No le convencí, nunca lo hago, así que pagamos los vinos y le pedí que me acompañase a comprar unos tornillos en la ferretería de Gustavo de la calle Embajadores. Es uno de los únicos comercios que sobreviven en esa calle convertida en el infierno del café y las inmobiliarias, y por eso, con frecuencia, voy allí y compro algo. Tanto si lo necesito como si no. Porque, lo bueno de las ferreterías, es que siempre tienen algo que tarde o temprano te resultará útil. Hace un año, por ejemplo, en un día similar, le compré una alcachofa de la ducha que no me hacía falta, pero en verano se me estropeó la que tenía y pude cambiarla fácilmente.

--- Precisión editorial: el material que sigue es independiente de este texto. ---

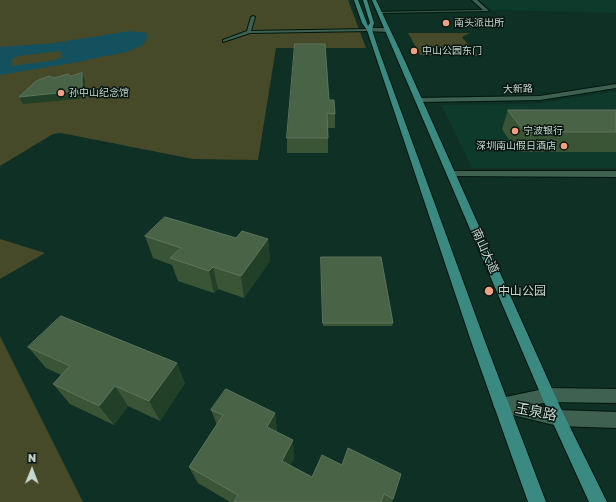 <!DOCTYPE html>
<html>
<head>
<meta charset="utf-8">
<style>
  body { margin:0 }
  #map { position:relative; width:616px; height:502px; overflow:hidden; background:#0f3024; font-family:"Golos Text",sans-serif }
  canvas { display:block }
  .north { position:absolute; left:12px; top:450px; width:40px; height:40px; -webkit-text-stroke:3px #081510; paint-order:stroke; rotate:1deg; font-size:11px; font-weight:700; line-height:16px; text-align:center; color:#c6d8cf }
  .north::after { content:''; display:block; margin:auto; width:14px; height:18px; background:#c6d8cf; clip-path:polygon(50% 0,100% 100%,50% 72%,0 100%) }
</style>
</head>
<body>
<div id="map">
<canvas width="616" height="502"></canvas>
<div class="north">N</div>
</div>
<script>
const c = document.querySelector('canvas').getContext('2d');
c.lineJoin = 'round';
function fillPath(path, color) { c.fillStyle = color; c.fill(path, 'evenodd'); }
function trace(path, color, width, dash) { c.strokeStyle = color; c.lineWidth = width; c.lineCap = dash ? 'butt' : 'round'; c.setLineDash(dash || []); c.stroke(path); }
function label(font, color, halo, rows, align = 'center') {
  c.font = font + ' "Golos Text","Noto Sans SC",sans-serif'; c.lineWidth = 3; c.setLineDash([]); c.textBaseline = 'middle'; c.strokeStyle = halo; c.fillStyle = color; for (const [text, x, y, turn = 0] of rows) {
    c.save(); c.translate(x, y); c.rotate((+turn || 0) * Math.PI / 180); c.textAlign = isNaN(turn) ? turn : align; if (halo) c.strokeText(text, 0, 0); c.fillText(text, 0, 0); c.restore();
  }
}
const built = new Path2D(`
  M479,0H616V13L492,10Z
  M616,91V168H472L441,105L536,104Z`);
const green = new Path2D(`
  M0,0H348L366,48H276L258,160L193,159L61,133L53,134L0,166Z
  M408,33H470L462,37L478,56L420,55Z
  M0,239L45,253L0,279Z
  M0,336L83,502H0Z`);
const water = new Path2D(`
  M129,31L147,33C152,54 99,55 84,61L0,75V47L55,43ZM60,51L62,57L56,60L11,66L12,59L19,56Z`);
const pedestrian = new Path2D(`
  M253,16L255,17L251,31L369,29L371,30L369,31L250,33L223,42V40L247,31L251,17Z`);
const minor = new Path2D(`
  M472,0H477L489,11L379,13L377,12L483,10Z
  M369,28H387L390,30L387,32L367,31Z
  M616,84V88L540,100L419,102L416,100L419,98L540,96Z
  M451,171H616V177L448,176V172Z`);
const tertiary = new Path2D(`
  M548,388L616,389V403L548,402L534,405L558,410L616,412V428L558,426L501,412L496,410L493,405L496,400L501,398Z`);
const primary = new Path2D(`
  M354,0H358L368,26L370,23L363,0H367L374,23L372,30L379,51L486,344L546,502H528L472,344L367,30L362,23Z
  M372,0H376L403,57L563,413L607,502H589L553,423Z`);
const wall = new Path2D(`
  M329,100L335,114V128H328V153H287V138Z
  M508,110H616V152H517L502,129Z
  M145,236L268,239L270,261L244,298L218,289L214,293L178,281L172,265L153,258Z
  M321,260L393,323L392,326H323Z
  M28,347L185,383L160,421L128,406L114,425L70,404L53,384L61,375L46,368Z
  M211,410L275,413L277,432L294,458L290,465L312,477L322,455L393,499L392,502H230L198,483L189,467L217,425Z`);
const shadedWall = new Path2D(`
  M82,73L85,81L84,97L79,99L23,104L19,97Z
  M268,239L270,261L244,298L241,276Z
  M213,267L218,289L214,293L209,271Z
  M177,363L185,383L160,421L149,401Z
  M115,386L128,406L114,425L99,406Z
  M275,413L277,432L270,446L267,427Z
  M293,440L294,458L284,478L282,461Z`);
const building = new Path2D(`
  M295,44H325L329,100H334L335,114L327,113L328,138H287Z
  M82,73V89L76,91L19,97L36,81L49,76L54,78L68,74L70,76Z
  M508,110H616V132H525Z
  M165,217L236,238L242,231L268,239L241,276L213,267L209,271L170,258L181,248L145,236Z
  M321,257H381L393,323H323Z
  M61,316L177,363L149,401L115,386L99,406L53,384L70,366L28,347Z
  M226,389L275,413L267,427L293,440L282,461L312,477L322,455L342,465L348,448L401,474L393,499L384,494L381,502H234L238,495L189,467L223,415L211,410Z`);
const markers = [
  [446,23,4,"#f3a082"],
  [414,51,4,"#f3a082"],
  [61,93,4,"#f3a082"],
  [515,131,4,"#f3a082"],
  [564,146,4,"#f3a082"],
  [489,291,5,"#f3a082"]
];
const farPoinames = [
  ["南头派出所",454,23],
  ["中山公园东门",422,51],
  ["孙中山纪念馆",69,93],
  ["宁波银行",523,131],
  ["深圳南山假日酒店",556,146,"right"]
];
const farStreetnames = [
  ["大新路",518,89,-2]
];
const streetNames = [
  ["南山大道",485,251,66]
];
const poiNames = [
  ["中山公园",498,291]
];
const nearStreetnames = [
  ["玉泉路",536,412,11]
];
fillPath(built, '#0e3a2b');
fillPath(green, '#464a28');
fillPath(water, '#14515e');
trace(pedestrian, '#01170e', 2);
trace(minor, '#01170e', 2);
trace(tertiary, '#01170e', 2);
trace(primary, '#01170e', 2);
fillPath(pedestrian, '#3f6152');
fillPath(minor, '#3f6152');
fillPath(tertiary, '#3f6152');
fillPath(primary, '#3a8a81');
fillPath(wall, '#3a5536');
fillPath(shadedWall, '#224028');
fillPath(building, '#496346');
trace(building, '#5c755c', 1);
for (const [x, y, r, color] of markers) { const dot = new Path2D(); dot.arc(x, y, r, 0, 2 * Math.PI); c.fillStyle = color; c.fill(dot); trace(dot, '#081510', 1.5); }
label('10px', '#c6d8cf', '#081510', farPoinames, 'left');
label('10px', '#c6d8cf', '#081510', farStreetnames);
label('12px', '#c6d8cf', '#081510', streetNames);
label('12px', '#c6d8cf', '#081510', poiNames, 'left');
label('14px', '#c6d8cf', '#081510', nearStreetnames);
</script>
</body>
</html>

Al día siguiente, mi enfermedad empeoró, así que no pude ir al concierto de Bonnie “Prince” Billy, cuyas entradas había comprado hace meses, el mismo día que salieron a la venta. Me dio mucha pena perderme a ese calvo bigotudo y genial con su guitarra, porque desde que vi aquel viejo videoclip de la versión que hizo de I see a darkness supe que podríamos ser amigos y que si venía a Madrid iría a verle. Pero, como decía, no pude y me quedé en casa, lidiando con ese enfado infantil e impotente en el que me coloca siempre la gripe.

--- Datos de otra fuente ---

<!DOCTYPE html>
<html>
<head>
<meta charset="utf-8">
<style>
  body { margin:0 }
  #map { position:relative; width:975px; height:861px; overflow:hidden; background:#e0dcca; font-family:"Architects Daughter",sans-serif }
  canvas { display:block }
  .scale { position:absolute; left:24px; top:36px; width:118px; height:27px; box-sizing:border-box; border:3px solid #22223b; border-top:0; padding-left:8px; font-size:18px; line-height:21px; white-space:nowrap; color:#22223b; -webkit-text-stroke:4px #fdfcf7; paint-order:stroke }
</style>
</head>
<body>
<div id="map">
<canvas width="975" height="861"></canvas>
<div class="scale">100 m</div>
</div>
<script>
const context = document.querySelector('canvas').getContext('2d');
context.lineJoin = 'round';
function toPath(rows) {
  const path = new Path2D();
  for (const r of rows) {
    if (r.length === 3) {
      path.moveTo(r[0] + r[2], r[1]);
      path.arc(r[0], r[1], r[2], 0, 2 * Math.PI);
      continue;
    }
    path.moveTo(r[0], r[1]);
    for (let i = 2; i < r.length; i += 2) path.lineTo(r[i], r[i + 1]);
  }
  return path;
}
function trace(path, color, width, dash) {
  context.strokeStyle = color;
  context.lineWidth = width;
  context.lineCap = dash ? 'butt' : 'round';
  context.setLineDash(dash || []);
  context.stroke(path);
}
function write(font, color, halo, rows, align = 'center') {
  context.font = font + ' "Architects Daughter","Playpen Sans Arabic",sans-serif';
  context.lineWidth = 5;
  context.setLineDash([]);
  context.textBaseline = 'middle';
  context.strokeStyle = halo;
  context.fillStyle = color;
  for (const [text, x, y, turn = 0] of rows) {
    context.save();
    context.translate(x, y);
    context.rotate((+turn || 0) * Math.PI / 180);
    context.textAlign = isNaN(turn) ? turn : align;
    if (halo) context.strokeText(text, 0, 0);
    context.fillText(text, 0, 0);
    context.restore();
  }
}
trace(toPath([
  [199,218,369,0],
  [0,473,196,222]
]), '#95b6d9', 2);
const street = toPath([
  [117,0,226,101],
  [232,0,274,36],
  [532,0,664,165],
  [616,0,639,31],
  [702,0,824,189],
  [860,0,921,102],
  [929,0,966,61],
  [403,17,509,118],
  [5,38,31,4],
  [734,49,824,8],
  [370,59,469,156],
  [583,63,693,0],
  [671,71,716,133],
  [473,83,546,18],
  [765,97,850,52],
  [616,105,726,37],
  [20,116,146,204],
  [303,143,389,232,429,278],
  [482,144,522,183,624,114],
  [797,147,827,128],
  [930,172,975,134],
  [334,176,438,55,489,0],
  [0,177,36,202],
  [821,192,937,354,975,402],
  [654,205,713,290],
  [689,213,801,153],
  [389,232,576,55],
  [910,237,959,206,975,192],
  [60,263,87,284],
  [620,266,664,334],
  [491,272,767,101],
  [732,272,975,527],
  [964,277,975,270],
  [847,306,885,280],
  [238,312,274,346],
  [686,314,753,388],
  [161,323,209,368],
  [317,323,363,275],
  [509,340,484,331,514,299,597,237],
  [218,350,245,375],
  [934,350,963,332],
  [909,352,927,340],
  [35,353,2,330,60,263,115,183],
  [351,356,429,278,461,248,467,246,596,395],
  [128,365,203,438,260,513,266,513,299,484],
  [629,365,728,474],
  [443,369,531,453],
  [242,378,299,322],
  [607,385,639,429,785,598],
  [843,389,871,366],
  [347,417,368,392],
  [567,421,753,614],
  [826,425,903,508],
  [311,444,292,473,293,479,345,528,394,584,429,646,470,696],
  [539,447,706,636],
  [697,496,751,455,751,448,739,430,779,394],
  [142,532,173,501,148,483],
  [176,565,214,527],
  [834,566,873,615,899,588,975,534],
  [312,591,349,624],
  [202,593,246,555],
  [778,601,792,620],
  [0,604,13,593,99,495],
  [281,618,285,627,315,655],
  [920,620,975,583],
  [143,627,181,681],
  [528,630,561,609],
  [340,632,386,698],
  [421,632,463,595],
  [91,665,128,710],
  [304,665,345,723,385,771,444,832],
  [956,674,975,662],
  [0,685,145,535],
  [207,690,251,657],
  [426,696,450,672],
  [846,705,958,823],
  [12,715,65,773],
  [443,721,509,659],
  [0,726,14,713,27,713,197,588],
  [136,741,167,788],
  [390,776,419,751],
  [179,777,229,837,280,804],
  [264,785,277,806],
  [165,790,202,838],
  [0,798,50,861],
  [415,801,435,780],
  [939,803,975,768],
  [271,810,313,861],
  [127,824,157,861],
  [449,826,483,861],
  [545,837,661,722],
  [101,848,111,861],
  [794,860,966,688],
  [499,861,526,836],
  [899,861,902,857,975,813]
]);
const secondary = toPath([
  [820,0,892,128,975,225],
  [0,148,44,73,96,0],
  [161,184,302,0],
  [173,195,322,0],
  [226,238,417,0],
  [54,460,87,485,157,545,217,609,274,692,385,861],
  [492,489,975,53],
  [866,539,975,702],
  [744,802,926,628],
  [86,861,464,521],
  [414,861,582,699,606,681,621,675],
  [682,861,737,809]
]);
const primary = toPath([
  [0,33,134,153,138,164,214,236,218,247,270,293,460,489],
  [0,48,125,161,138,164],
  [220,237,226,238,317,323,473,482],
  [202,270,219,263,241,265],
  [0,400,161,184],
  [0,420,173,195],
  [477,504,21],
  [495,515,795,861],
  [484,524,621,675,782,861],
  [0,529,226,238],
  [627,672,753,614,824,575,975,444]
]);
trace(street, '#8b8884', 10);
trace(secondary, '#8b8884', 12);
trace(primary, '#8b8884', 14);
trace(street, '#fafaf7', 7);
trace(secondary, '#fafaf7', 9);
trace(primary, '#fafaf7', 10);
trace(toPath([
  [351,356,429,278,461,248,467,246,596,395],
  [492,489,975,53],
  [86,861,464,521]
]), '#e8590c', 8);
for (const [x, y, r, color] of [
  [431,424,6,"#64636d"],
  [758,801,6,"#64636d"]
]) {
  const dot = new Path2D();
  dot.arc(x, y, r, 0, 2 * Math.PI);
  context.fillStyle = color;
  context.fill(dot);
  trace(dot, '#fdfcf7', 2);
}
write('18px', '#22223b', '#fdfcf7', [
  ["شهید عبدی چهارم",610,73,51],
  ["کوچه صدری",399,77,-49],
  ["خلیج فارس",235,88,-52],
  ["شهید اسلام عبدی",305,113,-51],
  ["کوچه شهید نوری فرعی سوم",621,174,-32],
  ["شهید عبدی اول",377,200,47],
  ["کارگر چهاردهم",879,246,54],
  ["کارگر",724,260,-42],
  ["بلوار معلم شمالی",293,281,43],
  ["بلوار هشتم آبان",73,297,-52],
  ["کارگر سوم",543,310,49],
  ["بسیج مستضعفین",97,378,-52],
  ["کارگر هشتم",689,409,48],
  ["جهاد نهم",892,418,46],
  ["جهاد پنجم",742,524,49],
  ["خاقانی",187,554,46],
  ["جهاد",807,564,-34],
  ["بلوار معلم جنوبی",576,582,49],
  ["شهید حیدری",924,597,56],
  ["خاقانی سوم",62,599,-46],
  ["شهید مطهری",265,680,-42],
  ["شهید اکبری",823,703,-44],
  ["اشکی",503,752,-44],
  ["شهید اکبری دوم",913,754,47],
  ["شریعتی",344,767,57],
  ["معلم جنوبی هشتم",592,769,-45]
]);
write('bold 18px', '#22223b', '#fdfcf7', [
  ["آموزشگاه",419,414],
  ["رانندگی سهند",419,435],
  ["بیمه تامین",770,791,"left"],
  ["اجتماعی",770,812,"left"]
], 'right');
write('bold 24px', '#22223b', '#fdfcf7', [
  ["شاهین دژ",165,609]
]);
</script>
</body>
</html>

Me hice una infusión de jengibre, limón, pimienta, ajo y miel (una cosa verdaderamente repugnante que me enseñó mi hermana cuando era adolescente y en la que deposité una fe ciega que dura hasta hoy) y me senté en el salón a escuchar el álbum que sacó este año Bonnie “Prince” Billy y que no había escuchado hasta entonces, reservándome para hacerlo en el esperado concierto. Y me gustó mucho. Mi favorita fue London May, que hablaba de lo que hablan tantas canciones buenas (y, otra vez, sin aportar nada nuevo): de la soledad, de la muerte, de los días horribles y de cómo después de una mala noche siempre viene un día luminoso, un día brillante.